» PROBLEM DESCRIPTION:
The result should be every line of the listing that contains "roads".

----

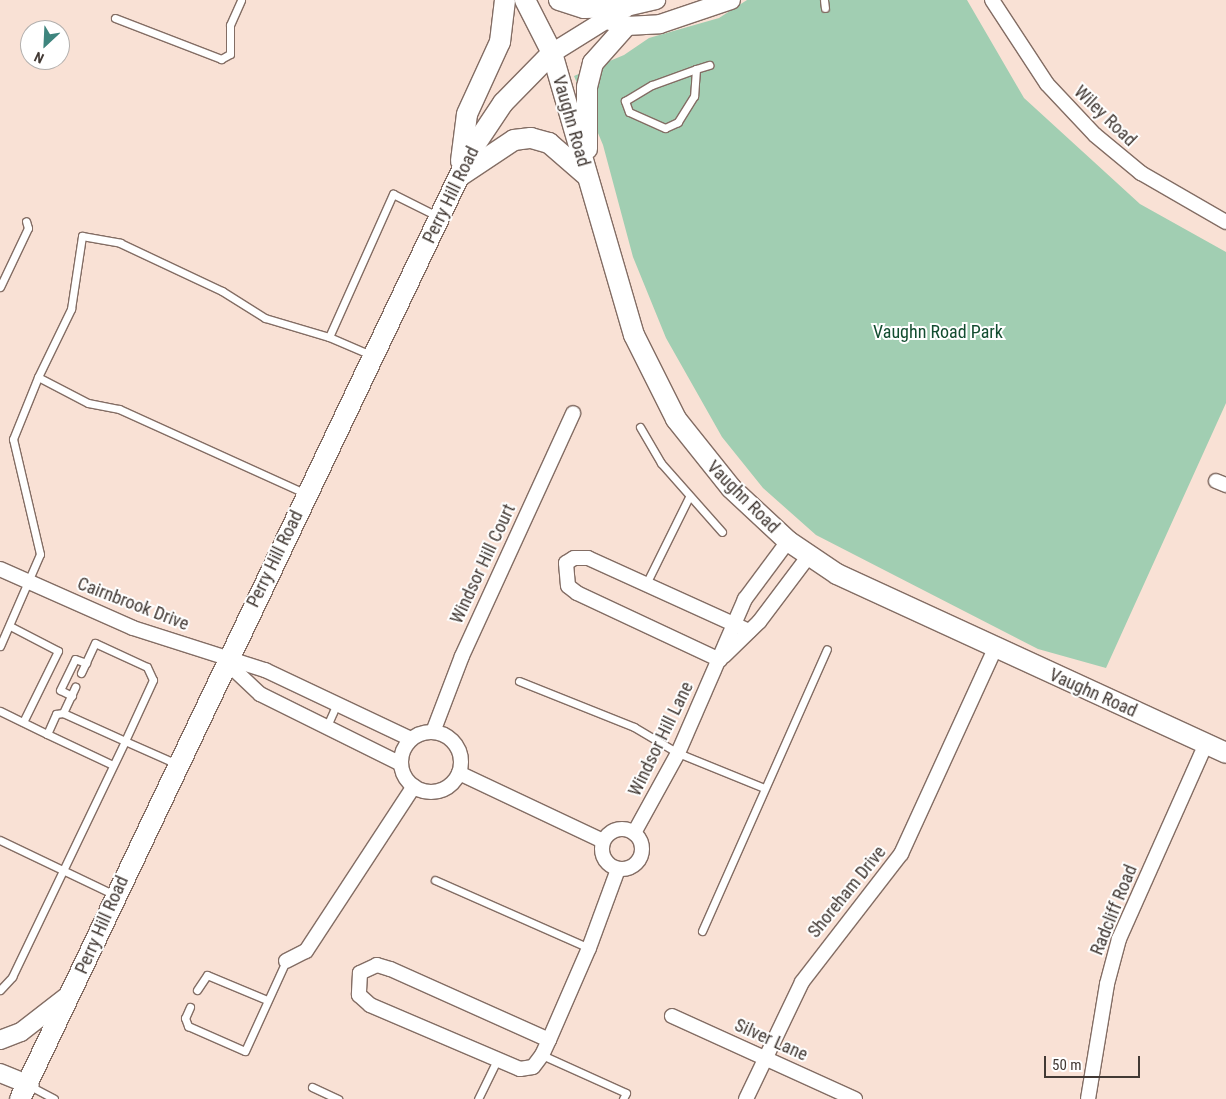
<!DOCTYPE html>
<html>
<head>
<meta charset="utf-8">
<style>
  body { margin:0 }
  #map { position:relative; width:1226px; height:1099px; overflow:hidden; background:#f9e1d5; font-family:"Roboto Condensed",sans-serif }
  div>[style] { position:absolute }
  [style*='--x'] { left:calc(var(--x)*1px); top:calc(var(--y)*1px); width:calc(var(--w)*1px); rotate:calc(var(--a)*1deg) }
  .green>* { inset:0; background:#a1ceb2 }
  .roads { filter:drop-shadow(1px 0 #836d64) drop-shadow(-1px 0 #836d64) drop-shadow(0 1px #836d64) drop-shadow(0 -1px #836d64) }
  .service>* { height:7px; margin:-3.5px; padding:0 3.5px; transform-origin:3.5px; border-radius:3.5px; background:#fff }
  .minor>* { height:14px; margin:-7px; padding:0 7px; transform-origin:7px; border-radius:7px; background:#fff }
  .minor>.ring { margin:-7px; padding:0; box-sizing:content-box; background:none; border:14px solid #fff; border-radius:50% }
  .tertiary>* { height:18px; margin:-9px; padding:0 9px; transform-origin:9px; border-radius:9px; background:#fff }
  .secondary>* { height:20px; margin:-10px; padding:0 10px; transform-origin:10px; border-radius:10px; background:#fff }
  span { translate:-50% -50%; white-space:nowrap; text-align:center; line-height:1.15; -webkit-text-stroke:4px #fff; paint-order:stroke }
  .street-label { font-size:18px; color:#423934 }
  .park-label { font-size:18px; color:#134d30 }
  .north { position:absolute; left:20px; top:20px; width:50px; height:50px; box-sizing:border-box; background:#fff; border:1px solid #b3b0ae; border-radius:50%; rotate:205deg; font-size:14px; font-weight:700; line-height:20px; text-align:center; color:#423934 }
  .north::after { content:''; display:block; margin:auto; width:18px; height:22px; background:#3e857e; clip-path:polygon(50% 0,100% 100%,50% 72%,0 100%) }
  .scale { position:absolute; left:1044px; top:1056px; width:96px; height:22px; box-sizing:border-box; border:2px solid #423934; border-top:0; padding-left:6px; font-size:15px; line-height:18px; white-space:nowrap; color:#423934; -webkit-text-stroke:4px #fff; paint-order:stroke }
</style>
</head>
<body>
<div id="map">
  <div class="green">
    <div style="clip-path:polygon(747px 0,967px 0,1024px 98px,1140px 204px,1226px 252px,1226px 403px,1106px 668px,1038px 649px,816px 535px,763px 488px,722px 437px,666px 338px,633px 257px,603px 145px,574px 76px,624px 55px,649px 38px,719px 18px)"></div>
  </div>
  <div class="roads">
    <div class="service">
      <div style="--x:824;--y:0;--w:8;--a:83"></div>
      <div style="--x:115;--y:18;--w:114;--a:21.1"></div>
      <div style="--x:221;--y:59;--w:10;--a:-29"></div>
      <div style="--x:230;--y:54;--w:29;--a:-90"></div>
      <div style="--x:230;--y:25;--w:27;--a:-66"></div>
      <div style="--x:696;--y:69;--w:27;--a:94"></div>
      <div style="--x:694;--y:96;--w:31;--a:122"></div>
      <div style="--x:678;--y:122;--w:14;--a:155"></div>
      <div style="--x:665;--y:128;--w:39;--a:-156"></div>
      <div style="--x:629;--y:112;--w:12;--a:-110"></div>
      <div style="--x:625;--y:101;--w:31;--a:-31"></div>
      <div style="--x:652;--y:85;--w:47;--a:-20"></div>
      <div style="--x:696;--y:69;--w:14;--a:-17"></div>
      <div style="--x:0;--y:287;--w:65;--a:-64.6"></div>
      <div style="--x:28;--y:228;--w:7;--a:-106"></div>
      <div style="--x:329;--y:337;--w:157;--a:-65.9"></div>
      <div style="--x:393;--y:194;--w:49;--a:26.6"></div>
      <div style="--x:38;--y:377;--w:76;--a:-64.1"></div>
      <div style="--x:71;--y:309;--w:74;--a:-81.4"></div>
      <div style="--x:82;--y:236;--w:39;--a:10"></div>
      <div style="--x:120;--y:243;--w:113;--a:25.2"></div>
      <div style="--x:222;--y:291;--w:51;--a:32.1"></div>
      <div style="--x:265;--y:318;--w:67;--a:16.5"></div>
      <div style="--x:329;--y:337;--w:46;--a:23.2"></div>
      <div style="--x:640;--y:427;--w:42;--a:59.7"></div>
      <div style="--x:661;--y:463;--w:92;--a:48.5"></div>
      <div style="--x:646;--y:584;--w:97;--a:-63.7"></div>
      <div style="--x:10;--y:626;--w:54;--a:27.5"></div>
      <div style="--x:58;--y:651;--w:79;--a:116.2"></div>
      <div style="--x:0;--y:646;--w:100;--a:-66.5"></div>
      <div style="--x:40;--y:554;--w:118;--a:-103.2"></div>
      <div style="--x:13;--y:439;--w:67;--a:-68"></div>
      <div style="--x:38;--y:377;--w:56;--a:27.5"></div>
      <div style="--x:88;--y:403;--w:32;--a:11"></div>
      <div style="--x:119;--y:409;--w:205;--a:24.4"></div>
      <div style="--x:81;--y:673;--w:33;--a:-65"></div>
      <div style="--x:95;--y:643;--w:57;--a:24.8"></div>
      <div style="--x:147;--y:667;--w:14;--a:65"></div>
      <div style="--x:153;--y:680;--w:67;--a:114.7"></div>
      <div style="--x:125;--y:741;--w:68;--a:-155.7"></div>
      <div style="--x:63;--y:713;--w:7;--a:172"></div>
      <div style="--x:56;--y:714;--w:22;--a:114"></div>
      <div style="--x:47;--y:734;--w:73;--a:25.2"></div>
      <div style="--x:519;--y:681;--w:124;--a:21.8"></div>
      <div style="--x:634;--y:727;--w:51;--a:30.6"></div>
      <div style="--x:678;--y:753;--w:93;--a:22.1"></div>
      <div style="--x:72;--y:696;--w:13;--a:-153"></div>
      <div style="--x:60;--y:690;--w:34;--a:-64"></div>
      <div style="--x:75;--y:659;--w:12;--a:20"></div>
      <div style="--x:0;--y:711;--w:52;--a:26.1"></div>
      <div style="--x:63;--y:713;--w:29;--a:-65"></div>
      <div style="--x:327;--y:726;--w:24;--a:-66"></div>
      <div style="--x:0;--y:840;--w:127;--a:25.6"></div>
      <div style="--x:435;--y:880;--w:168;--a:23.8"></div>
      <div style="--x:702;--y:931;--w:308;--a:-66.1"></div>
      <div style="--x:0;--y:990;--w:18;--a:-47"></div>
      <div style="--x:12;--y:977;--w:262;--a:-64.4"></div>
      <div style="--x:125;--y:741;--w:57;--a:23.9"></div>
      <div style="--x:197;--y:990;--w:18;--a:-56"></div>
      <div style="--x:207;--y:975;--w:65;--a:22.6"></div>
      <div style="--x:190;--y:1007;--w:12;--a:114"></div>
      <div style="--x:185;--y:1018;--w:9;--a:69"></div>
      <div style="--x:188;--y:1026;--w:62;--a:23.7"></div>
      <div style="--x:245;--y:1051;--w:99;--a:-65.5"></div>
      <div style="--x:542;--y:1055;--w:92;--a:24.3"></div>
      <div style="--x:626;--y:1093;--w:7;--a:117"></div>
      <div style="--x:30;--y:1086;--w:27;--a:28"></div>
      <div style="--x:312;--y:1087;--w:29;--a:25"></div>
      <div style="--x:478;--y:1099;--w:43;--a:-64"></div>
    </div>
    <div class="minor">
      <div style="--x:992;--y:0;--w:100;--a:56.8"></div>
      <div style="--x:1047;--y:84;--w:70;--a:46.7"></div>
      <div style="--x:1095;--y:135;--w:60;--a:39.6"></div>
      <div style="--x:1141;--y:173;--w:98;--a:30"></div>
      <div style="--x:1216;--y:481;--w:11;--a:22"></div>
      <div style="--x:0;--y:569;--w:145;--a:23.9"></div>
      <div style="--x:133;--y:628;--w:139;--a:17.7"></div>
      <div style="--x:265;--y:670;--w:161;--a:25.3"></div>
      <div style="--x:724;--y:656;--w:49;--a:-44.2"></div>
      <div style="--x:759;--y:622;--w:81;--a:-53"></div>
      <div style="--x:720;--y:660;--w:158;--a:-154.9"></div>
      <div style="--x:577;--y:593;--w:11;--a:-142"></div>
      <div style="--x:568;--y:586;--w:23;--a:-95"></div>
      <div style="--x:566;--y:563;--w:9;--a:-32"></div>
      <div style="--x:574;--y:558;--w:14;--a:0"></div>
      <div style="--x:588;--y:558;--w:177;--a:24.4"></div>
      <div style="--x:226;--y:662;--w:47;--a:43.3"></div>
      <div style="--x:260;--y:694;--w:157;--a:26.4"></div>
      <div style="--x:433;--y:732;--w:81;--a:-69.1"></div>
      <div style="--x:462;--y:656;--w:267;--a:-65.4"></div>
      <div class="ring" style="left:401px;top:732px;width:46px;height:46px"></div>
      <div style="--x:459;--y:773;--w:159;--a:25.3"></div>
      <div class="ring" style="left:602px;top:829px;width:26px;height:26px"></div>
      <div style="--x:634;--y:833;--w:91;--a:-61.2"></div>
      <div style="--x:678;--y:753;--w:168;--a:-66.5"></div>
      <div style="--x:745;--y:599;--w:72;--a:-53.4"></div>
      <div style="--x:286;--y:961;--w:22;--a:-27"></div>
      <div style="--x:306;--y:951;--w:197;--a:-56.8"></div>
      <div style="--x:672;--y:1016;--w:201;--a:24.4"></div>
      <div style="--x:549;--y:1040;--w:174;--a:-155.9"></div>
      <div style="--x:390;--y:969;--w:14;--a:-163"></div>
      <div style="--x:377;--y:965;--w:19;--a:155"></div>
      <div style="--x:360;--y:973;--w:22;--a:93"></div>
      <div style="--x:359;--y:995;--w:15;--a:42"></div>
      <div style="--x:370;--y:1005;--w:163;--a:23.1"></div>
      <div style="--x:520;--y:1069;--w:13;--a:-9"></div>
      <div style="--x:533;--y:1067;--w:15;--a:-53"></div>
      <div style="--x:542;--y:1055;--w:17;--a:-65"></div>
      <div style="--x:549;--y:1040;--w:100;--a:-66.5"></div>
      <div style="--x:589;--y:948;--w:84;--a:-69.8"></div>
      <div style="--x:746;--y:1099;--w:130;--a:-64.4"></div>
      <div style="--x:802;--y:982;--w:162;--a:-52.3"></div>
      <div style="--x:901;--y:854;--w:226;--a:-65.4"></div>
      <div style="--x:1088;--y:1099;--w:117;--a:-80.6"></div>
      <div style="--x:1107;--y:984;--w:47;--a:-75.1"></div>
      <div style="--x:1119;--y:939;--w:214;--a:-66"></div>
    </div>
    <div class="tertiary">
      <div style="--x:610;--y:21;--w:17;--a:17"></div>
      <div style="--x:626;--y:26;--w:34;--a:-3"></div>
      <div style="--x:660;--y:24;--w:75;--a:-18.7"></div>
      <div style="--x:552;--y:53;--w:87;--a:-31.9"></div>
      <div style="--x:626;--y:7;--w:31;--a:-13"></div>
      <div style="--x:0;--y:1040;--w:22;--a:-21"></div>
      <div style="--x:21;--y:1032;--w:62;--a:-37.8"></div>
      <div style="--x:0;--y:1073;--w:32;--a:22"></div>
    </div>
    <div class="secondary">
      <div style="--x:525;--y:0;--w:59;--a:63"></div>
      <div style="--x:552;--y:53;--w:294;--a:73.8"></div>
      <div style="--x:634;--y:335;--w:94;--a:63.4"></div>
      <div style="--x:676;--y:419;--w:88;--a:51.4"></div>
      <div style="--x:731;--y:488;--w:78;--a:42.9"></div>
      <div style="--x:788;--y:541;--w:59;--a:34"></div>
      <div style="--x:837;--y:574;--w:428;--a:24.7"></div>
      <div style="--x:559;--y:0;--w:26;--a:18"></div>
      <div style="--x:584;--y:8;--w:42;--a:-1.4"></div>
      <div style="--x:587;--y:149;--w:62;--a:-90"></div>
      <div style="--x:587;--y:87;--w:25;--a:-76"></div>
      <div style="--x:593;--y:63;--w:50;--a:-48.3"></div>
      <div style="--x:461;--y:161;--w:47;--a:-82.7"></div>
      <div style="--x:467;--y:114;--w:79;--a:-65.4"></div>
      <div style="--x:500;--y:42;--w:42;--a:-83.2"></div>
      <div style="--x:460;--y:176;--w:65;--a:-33.7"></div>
      <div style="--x:514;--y:140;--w:17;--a:-7"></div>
      <div style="--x:531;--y:138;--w:19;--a:16"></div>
      <div style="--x:549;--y:143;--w:50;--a:41"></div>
      <div style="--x:20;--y:1099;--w:1050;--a:-64.56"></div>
      <div style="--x:471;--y:151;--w:58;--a:-56.3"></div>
      <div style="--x:503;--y:103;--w:70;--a:-45.6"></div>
    </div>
  </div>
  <div class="street-label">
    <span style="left:1105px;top:116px;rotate:44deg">Wiley Road</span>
    <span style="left:571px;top:121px;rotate:74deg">Vaughn Road</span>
    <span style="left:451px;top:195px;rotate:-64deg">Perry Hill Road</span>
    <span style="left:743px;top:497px;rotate:45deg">Vaughn Road</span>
    <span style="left:275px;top:559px;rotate:-64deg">Perry Hill Road</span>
    <span style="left:483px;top:564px;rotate:-65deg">Windsor Hill Court</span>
    <span style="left:133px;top:604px;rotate:21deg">Cairnbrook Drive</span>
    <span style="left:1093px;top:693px;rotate:24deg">Vaughn Road</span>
    <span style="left:661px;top:739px;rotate:-64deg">Windsor Hill Lane</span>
    <span style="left:847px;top:892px;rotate:-51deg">Shoreham Drive</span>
    <span style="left:1114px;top:910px;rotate:-68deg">Radcliff Road</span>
    <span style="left:102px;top:925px;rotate:-66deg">Perry Hill Road</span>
    <span style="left:771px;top:1040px;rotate:24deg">Silver Lane</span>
  </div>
  <div class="park-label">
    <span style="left:938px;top:332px">Vaughn Road Park</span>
  </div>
  <div class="north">N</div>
  <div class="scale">50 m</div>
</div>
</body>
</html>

----

» RESPONSE BELOW:
  .roads { filter:drop-shadow(1px 0 #836d64) drop-shadow(-1px 0 #836d64) drop-shadow(0 1px #836d64) drop-shadow(0 -1px #836d64) }
  <div class="roads">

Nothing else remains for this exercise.